[[ DATA RECORDS, beginning ]]
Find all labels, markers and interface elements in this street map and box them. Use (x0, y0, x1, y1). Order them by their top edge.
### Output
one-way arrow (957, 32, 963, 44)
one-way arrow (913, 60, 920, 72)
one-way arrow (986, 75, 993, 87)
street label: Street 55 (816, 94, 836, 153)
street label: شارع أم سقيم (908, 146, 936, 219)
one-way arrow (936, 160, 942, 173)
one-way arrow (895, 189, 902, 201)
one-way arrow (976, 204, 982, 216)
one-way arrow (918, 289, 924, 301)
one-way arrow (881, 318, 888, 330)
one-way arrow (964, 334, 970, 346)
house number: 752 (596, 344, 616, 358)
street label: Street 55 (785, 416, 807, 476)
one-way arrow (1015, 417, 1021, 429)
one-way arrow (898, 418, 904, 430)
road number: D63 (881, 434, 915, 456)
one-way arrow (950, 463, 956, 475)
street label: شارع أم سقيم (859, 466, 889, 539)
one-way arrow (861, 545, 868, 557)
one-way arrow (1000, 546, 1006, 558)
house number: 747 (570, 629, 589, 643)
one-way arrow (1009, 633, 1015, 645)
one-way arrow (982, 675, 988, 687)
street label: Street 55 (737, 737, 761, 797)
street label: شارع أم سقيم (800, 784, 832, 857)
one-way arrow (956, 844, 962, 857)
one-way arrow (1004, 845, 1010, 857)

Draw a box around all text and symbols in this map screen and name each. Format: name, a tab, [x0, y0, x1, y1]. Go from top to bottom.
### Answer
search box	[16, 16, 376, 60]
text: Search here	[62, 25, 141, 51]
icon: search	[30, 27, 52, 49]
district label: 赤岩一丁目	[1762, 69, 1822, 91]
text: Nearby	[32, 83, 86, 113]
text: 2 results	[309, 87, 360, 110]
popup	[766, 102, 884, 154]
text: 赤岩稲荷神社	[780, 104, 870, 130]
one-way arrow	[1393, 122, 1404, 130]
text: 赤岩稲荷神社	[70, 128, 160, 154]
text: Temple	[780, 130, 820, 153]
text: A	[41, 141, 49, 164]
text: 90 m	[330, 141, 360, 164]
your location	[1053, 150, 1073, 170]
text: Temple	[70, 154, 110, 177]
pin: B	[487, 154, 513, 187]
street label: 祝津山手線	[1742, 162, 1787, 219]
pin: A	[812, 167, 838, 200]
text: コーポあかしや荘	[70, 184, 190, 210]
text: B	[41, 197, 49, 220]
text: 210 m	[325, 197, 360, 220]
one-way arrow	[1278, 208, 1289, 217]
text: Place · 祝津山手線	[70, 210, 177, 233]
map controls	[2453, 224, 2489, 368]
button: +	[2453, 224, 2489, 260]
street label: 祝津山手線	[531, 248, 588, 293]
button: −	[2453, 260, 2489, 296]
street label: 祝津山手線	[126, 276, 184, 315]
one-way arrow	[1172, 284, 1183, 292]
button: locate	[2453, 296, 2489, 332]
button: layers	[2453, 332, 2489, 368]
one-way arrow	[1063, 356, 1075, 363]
[[ DATA RECORDS, end ]]
__PROBLEM__: The entries shown above should be copied out word for word.

__SOLUTION TO THIS TASK__:
Find all labels, markers and interface elements in this street map and box them. Use (x0, y0, x1, y1). Order them by their top edge.
### Output
one-way arrow (957, 32, 963, 44)
one-way arrow (913, 60, 920, 72)
one-way arrow (986, 75, 993, 87)
street label: Street 55 (816, 94, 836, 153)
street label: شارع أم سقيم (908, 146, 936, 219)
one-way arrow (936, 160, 942, 173)
one-way arrow (895, 189, 902, 201)
one-way arrow (976, 204, 982, 216)
one-way arrow (918, 289, 924, 301)
one-way arrow (881, 318, 888, 330)
one-way arrow (964, 334, 970, 346)
house number: 752 (596, 344, 616, 358)
street label: Street 55 (785, 416, 807, 476)
one-way arrow (1015, 417, 1021, 429)
one-way arrow (898, 418, 904, 430)
road number: D63 (881, 434, 915, 456)
one-way arrow (950, 463, 956, 475)
street label: شارع أم سقيم (859, 466, 889, 539)
one-way arrow (861, 545, 868, 557)
one-way arrow (1000, 546, 1006, 558)
house number: 747 (570, 629, 589, 643)
one-way arrow (1009, 633, 1015, 645)
one-way arrow (982, 675, 988, 687)
street label: Street 55 (737, 737, 761, 797)
street label: شارع أم سقيم (800, 784, 832, 857)
one-way arrow (956, 844, 962, 857)
one-way arrow (1004, 845, 1010, 857)

Draw a box around all text and symbols in this map screen and name each. Format: name, a tab, [x0, y0, x1, y1]. Go from top to bottom.
### Answer
search box	[16, 16, 376, 60]
text: Search here	[62, 25, 141, 51]
icon: search	[30, 27, 52, 49]
district label: 赤岩一丁目	[1762, 69, 1822, 91]
text: Nearby	[32, 83, 86, 113]
text: 2 results	[309, 87, 360, 110]
popup	[766, 102, 884, 154]
text: 赤岩稲荷神社	[780, 104, 870, 130]
one-way arrow	[1393, 122, 1404, 130]
text: 赤岩稲荷神社	[70, 128, 160, 154]
text: Temple	[780, 130, 820, 153]
text: A	[41, 141, 49, 164]
text: 90 m	[330, 141, 360, 164]
your location	[1053, 150, 1073, 170]
text: Temple	[70, 154, 110, 177]
pin: B	[487, 154, 513, 187]
street label: 祝津山手線	[1742, 162, 1787, 219]
pin: A	[812, 167, 838, 200]
text: コーポあかしや荘	[70, 184, 190, 210]
text: B	[41, 197, 49, 220]
text: 210 m	[325, 197, 360, 220]
one-way arrow	[1278, 208, 1289, 217]
text: Place · 祝津山手線	[70, 210, 177, 233]
map controls	[2453, 224, 2489, 368]
button: +	[2453, 224, 2489, 260]
street label: 祝津山手線	[531, 248, 588, 293]
button: −	[2453, 260, 2489, 296]
street label: 祝津山手線	[126, 276, 184, 315]
one-way arrow	[1172, 284, 1183, 292]
button: locate	[2453, 296, 2489, 332]
button: layers	[2453, 332, 2489, 368]
one-way arrow	[1063, 356, 1075, 363]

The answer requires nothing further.